Bald nach der Direktionsübernahme
durch Jacques Bettex folgten Verhandlungen mit Best Western, da ein Hotel
dieser Grösse von Vorteil an eine Organisation angeschlossen sein sollte, wie
Bettex überzeugt ist: «Die nach Accor
grösste Hotelgruppe weltweit bringt uns
Buchungen von jährlich ca. 700 000 CHF
ein. Im Gegenzug müssen wir strenge
Qualitätsstandards einhalten, um zu Best
Western dazuzugehören.»
ZIMMER 118
Nach und nach werden im Eurotel Renovationen durchgeführt; so wurden die
Lobby und die Terrasse 2006 vollständig erneuert und modern interpretiert.
«In dieser Grössenordnung, nämlich mit
dem jeweiligen Gewinn des Hotels,
investieren wir weiter auch in die Seminarräume und Zimmer», erklärt Bettex.
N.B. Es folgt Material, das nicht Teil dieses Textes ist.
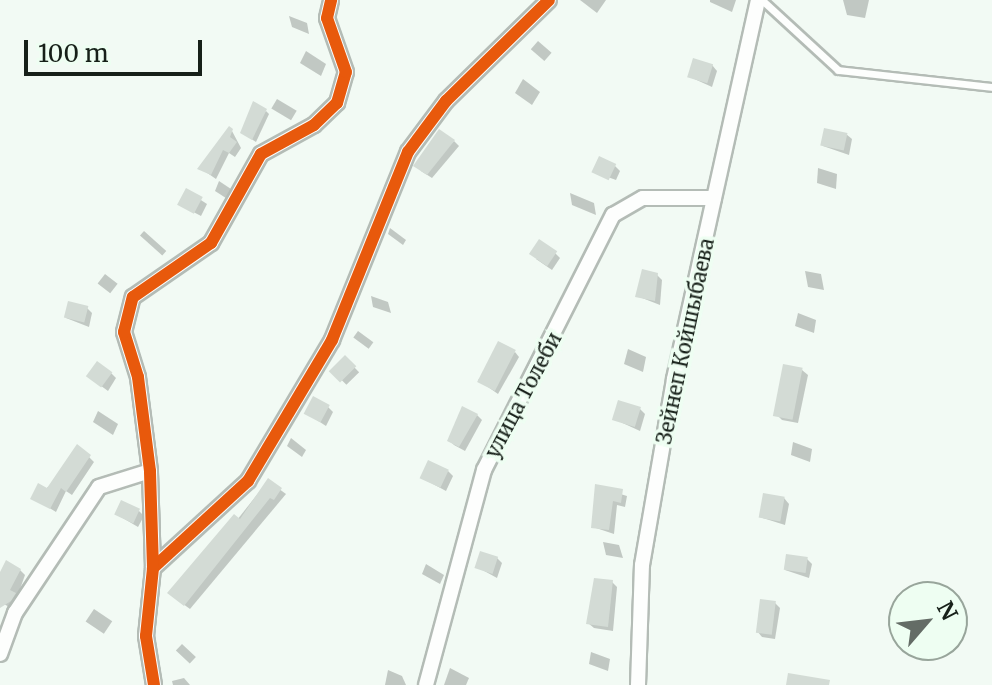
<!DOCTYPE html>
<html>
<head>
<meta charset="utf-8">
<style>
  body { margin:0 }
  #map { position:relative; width:992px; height:685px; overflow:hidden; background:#f2faf4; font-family:Merriweather,serif }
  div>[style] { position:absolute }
  .shadow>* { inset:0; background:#0003; transform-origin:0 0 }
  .building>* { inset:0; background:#d3dbd5; transform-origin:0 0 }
  .roads { filter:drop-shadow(2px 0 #b4bcb6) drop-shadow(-2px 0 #b4bcb6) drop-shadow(0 2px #b4bcb6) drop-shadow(0 -2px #b4bcb6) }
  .service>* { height:7px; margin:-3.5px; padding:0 3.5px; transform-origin:3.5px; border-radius:3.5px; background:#fdfefd }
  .minor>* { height:14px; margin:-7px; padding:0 7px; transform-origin:7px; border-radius:7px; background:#fdfefd }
  .cycleway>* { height:12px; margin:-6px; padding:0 6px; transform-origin:6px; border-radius:6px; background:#e8590c }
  span { translate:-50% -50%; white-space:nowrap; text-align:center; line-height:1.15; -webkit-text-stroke:7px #eefef2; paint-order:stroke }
  .street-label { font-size:20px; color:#172019 }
  .north { position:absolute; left:888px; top:581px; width:80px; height:80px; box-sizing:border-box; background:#eefef2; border:2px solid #98a59b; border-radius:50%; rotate:62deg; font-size:22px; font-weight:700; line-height:32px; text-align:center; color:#172019 }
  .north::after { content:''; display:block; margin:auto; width:28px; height:36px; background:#646c66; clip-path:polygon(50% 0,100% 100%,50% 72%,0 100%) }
  .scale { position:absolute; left:24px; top:40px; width:178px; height:36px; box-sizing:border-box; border:4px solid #172019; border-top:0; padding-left:10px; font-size:24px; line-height:28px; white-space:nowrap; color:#172019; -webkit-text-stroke:6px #eefef2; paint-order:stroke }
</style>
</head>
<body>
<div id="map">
  <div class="shadow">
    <i style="clip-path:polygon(580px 0,606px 0,597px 13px)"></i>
    <i style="clip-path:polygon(736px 0,732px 12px,710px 2px,710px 0)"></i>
    <i style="clip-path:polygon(843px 0,869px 0,865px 18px,847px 15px)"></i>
    <i style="clip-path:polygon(289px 16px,307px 23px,309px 34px,292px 27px)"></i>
    <i style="left:538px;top:41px;width:18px;height:11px;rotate:41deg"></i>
    <i style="clip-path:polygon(306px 51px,326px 64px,321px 76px,300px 63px)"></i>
    <i style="clip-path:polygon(712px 65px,717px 71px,712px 87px,690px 77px)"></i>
    <i style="clip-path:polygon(523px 79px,540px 92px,532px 105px,515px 93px)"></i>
    <i style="left:277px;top:99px;width:23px;height:11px;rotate:31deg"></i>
    <i style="clip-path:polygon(266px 111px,269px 114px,256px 142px,242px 133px)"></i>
    <i style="clip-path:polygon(232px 131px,241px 148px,235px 157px,229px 153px,216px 179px,200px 168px)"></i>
    <i style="clip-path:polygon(846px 134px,852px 139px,849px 155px,823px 146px)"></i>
    <i style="clip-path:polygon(454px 141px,459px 146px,432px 178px,421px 171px)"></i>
    <i style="clip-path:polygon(615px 166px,620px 171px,616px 180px,594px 172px)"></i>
    <i style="clip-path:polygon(818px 168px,837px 174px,836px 189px,817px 183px)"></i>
    <i style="clip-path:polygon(219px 181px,234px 191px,229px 200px,215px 191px)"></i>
    <i style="clip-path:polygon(187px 191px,207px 204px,201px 216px,182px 206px)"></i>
    <i style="clip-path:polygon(570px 193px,594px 203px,596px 215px,572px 205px)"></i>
    <i style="clip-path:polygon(390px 228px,406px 240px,403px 245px,388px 234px)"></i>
    <i style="left:144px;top:231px;width:30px;height:6px;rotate:42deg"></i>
    <i style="clip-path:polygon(555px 253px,560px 258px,552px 270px,536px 259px)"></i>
    <i style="clip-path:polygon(805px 271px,821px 274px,824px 290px,808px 287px)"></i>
    <i style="left:105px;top:274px;width:16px;height:12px;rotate:38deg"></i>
    <i style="clip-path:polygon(657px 275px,662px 280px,660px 305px,637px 296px)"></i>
    <i style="clip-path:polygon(371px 296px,388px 302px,391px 313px,373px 307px)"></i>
    <i style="clip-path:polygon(87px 308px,92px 313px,89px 327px,66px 318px)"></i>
    <i style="clip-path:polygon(798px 313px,816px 320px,814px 333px,795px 326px)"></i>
    <i style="left:358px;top:331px;width:19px;height:8px;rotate:36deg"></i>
    <i style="clip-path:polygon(628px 349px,646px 357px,643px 372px,624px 364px)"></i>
    <i style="clip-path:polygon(515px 352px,519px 357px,498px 394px,478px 380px)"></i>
    <i style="left:345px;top:358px;width:20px;height:18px;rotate:45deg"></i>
    <i style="clip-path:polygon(802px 370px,808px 375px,798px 423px,782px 420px,777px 415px)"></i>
    <i style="clip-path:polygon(111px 373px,116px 378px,108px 391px,89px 377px)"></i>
    <i style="clip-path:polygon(328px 407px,333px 412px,326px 426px,306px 413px)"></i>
    <i style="clip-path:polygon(640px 409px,645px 414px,640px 431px,614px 419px)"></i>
    <i style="clip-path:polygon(98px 411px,118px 424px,113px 435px,93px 422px)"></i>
    <i style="clip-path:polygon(477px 415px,482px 420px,465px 451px,454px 445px,449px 440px)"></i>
    <i style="clip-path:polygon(291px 438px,306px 450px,302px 457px,287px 446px)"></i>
    <i style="clip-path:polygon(793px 442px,812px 449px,810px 462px,791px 455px)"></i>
    <i style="clip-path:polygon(89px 457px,94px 462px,72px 495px,66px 491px,56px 512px,33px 498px)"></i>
    <i style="clip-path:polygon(448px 471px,453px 476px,446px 491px,422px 478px)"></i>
    <i style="clip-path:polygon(268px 481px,286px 494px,190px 609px,175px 598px)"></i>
    <i style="clip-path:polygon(597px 487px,627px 496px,625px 507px,617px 505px,614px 534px,593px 527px)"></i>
    <i style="clip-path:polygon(784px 498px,789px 504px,785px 525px,760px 517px)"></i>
    <i style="clip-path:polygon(139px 511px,144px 516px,138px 527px,116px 514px)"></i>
    <i style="clip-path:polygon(603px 542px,619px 545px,623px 558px,606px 555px)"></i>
    <i style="clip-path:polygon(497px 558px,502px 563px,497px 578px,477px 567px)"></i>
    <i style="clip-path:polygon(807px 559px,812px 564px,809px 578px,785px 570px)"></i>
    <i style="clip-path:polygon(426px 564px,444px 575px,440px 584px,422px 574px)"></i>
    <i style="clip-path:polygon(20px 570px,25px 575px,13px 609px,0 602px,0 585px)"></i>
    <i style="clip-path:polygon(612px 582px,617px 587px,613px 631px,594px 628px,588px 623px)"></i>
    <i style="clip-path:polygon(775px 603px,780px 608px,775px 639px,762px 637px,757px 631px)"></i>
    <i style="left:94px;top:609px;width:22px;height:15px;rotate:34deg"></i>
    <i style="left:182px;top:644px;width:19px;height:9px;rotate:43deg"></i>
    <i style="clip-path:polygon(591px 652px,610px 659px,608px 671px,589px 664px)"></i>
    <i style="clip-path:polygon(450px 668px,469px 678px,466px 685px,444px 685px)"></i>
    <i style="clip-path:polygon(388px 670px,402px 676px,406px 685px,385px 685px)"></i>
    <i style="clip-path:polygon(184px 678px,190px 685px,173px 685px,172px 681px)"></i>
  </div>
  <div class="building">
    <i style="left:693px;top:58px;width:21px;height:20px;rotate:17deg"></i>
    <i style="clip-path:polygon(253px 101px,267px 109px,252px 140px,240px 133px)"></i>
    <i style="clip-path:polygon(229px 126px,233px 129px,230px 137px,237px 142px,229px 153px,223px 150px,211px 175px,197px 169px)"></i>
    <i style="left:824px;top:128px;width:24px;height:18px;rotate:12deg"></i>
    <i style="clip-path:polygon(439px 129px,455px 140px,427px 175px,413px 166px)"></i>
    <i style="left:599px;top:156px;width:19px;height:18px;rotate:25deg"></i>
    <i style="left:186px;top:188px;width:19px;height:19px;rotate:28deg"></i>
    <i style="left:539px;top:239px;width:22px;height:18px;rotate:34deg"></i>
    <i style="clip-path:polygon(642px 269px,658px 273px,655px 301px,635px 297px)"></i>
    <i style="left:68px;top:301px;width:21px;height:17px;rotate:14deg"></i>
    <i style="left:498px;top:341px;width:20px;height:46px;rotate:27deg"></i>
    <i style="left:345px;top:355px;width:16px;height:23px;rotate:45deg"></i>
    <i style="left:97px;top:361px;width:19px;height:19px;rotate:36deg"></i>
    <i style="left:783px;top:364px;width:20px;height:53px;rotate:11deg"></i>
    <i style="left:313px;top:396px;width:19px;height:20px;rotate:28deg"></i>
    <i style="left:618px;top:400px;width:24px;height:21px;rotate:17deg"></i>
    <i style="clip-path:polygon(462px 406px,478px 414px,459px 447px,447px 441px)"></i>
    <i style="clip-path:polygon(77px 444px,91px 455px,66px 492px,61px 488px,50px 509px,30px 499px,38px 483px,47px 488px)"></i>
    <i style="left:428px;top:460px;width:23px;height:20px;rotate:25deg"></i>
    <i style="clip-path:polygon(268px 478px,282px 488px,274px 500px,270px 498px,184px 606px,167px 593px,234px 514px,240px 519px)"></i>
    <i style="clip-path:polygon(595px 484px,623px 489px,621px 503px,613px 501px,609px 530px,591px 528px)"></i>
    <i style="left:763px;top:493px;width:22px;height:25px;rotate:10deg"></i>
    <i style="left:121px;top:500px;width:21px;height:16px;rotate:25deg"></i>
    <i style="left:480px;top:551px;width:19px;height:18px;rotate:18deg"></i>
    <i style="left:786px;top:554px;width:22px;height:16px;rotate:8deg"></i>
    <i style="clip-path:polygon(6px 560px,21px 569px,10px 590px,16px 593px,11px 601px,0 608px,0 572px)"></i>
    <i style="clip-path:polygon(594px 578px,613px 580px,608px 627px,586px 624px)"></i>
    <i style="left:760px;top:599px;width:16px;height:34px;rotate:7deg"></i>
    <i style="clip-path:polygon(788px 673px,830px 680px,829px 685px,786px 685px)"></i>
  </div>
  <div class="roads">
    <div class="service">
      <i style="left:762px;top:0;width:103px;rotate:42.6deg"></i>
      <i style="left:838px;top:70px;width:155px;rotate:6.3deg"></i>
    </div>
    <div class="minor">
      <i style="left:153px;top:568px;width:129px;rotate:-42.5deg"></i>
      <i style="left:248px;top:481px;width:164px;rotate:-59.2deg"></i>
      <i style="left:332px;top:340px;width:203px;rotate:-68deg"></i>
      <i style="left:408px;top:152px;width:64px;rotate:-53.3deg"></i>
      <i style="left:446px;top:101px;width:144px;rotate:-44.4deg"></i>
      <i style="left:0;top:654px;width:44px;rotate:-69.9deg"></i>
      <i style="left:15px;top:613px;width:151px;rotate:-56.3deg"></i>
      <i style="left:99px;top:487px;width:53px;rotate:-17.4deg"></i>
      <i style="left:154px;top:685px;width:50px;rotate:-99.3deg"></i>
      <i style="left:146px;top:636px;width:68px;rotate:-84.1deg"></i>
      <i style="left:153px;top:568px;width:97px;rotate:-91.8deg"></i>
      <i style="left:150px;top:471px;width:95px;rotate:-97.3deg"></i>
      <i style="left:138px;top:377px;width:47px;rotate:-107.3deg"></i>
      <i style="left:124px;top:332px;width:36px;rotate:-76deg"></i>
      <i style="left:133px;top:297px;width:95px;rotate:-34.7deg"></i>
      <i style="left:211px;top:243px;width:102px;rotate:-60.7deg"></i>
      <i style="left:261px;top:154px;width:60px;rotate:-28.7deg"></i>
      <i style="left:314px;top:125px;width:32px;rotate:-44deg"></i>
      <i style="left:337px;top:103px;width:32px;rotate:-74deg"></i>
      <i style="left:346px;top:72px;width:57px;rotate:-109.4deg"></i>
      <i style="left:327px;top:18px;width:18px;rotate:-77deg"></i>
      <i style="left:426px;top:685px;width:223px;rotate:-74.9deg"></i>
      <i style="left:484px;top:470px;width:286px;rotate:-63.2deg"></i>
      <i style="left:613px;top:215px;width:34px;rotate:-30deg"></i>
      <i style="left:643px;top:198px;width:71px"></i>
      <i style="left:638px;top:685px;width:120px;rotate:-88.1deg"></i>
      <i style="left:642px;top:565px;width:189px;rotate:-80.2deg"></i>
      <i style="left:674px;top:379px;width:388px;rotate:-77.5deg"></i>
    </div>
  </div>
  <div class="cycleway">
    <i style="left:153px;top:568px;width:129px;rotate:-42.5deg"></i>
    <i style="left:248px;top:481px;width:164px;rotate:-59.2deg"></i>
    <i style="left:332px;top:340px;width:203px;rotate:-68deg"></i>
    <i style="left:408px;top:152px;width:64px;rotate:-53.3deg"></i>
    <i style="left:446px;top:101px;width:144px;rotate:-44.4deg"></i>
    <i style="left:154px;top:685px;width:50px;rotate:-99.3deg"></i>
    <i style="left:146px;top:636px;width:68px;rotate:-84.1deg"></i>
    <i style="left:153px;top:568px;width:97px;rotate:-91.8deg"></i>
    <i style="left:150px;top:471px;width:95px;rotate:-97.3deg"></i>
    <i style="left:138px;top:377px;width:47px;rotate:-107.3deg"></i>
    <i style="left:124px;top:332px;width:36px;rotate:-76deg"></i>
    <i style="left:133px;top:297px;width:95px;rotate:-34.7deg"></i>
    <i style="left:211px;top:243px;width:102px;rotate:-60.7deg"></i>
    <i style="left:261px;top:154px;width:60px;rotate:-28.7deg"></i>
    <i style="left:314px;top:125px;width:32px;rotate:-44deg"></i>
    <i style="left:337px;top:103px;width:32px;rotate:-74deg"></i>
    <i style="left:346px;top:72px;width:57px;rotate:-109.4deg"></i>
    <i style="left:327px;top:18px;width:18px;rotate:-77deg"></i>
  </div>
  <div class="street-label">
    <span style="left:685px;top:341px;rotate:-78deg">Зейнеп Койшыбаева</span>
    <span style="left:523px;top:395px;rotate:-62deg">улица Толеби</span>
  </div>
  <div class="north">N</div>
  <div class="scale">100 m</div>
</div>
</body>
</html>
Ein Zimmer jedoch wird genau so belassen wie anno dazumal. Es ist das Zimmer 118, das vor 40 Jahren von einer
französischen Autorin im Eigentum
gekauft wurde und seitdem immer
geschlossen blieb. Nach ihrem Tod kaufte das Eurotel das Zimmer zurück und
fand zu seiner Überraschung ein Zimmer
vor, das genau so aussah, wie es vor 40
Jahren eingerichtet wurde. Wer das Zimmer betritt, hat das Gefühl, eine Zeitreise zu machen. Da steht ein Fernseher
wie damals, zu Beginn der Fernsehgeschichte. Und sogar Illustrierte aus dem
Jahr 1967 liegen noch auf dem Tisch.
DIE STAFETTE
Im Stafettenporträt stellen wir eine Persönlichkeit der Schweizer Hotellerie vor. Welche
Person porträtiert wird, bestimmen die Vorgänger. Jacques Bettex überreicht den Stafettenstab an Urs Bührer vom Bellevue Palace in Bern, mit dem er seinerzeit im Hotel
Gotthard zusammengearbeitet hatte, als der
vife junge Hotelier noch Empfangschef war.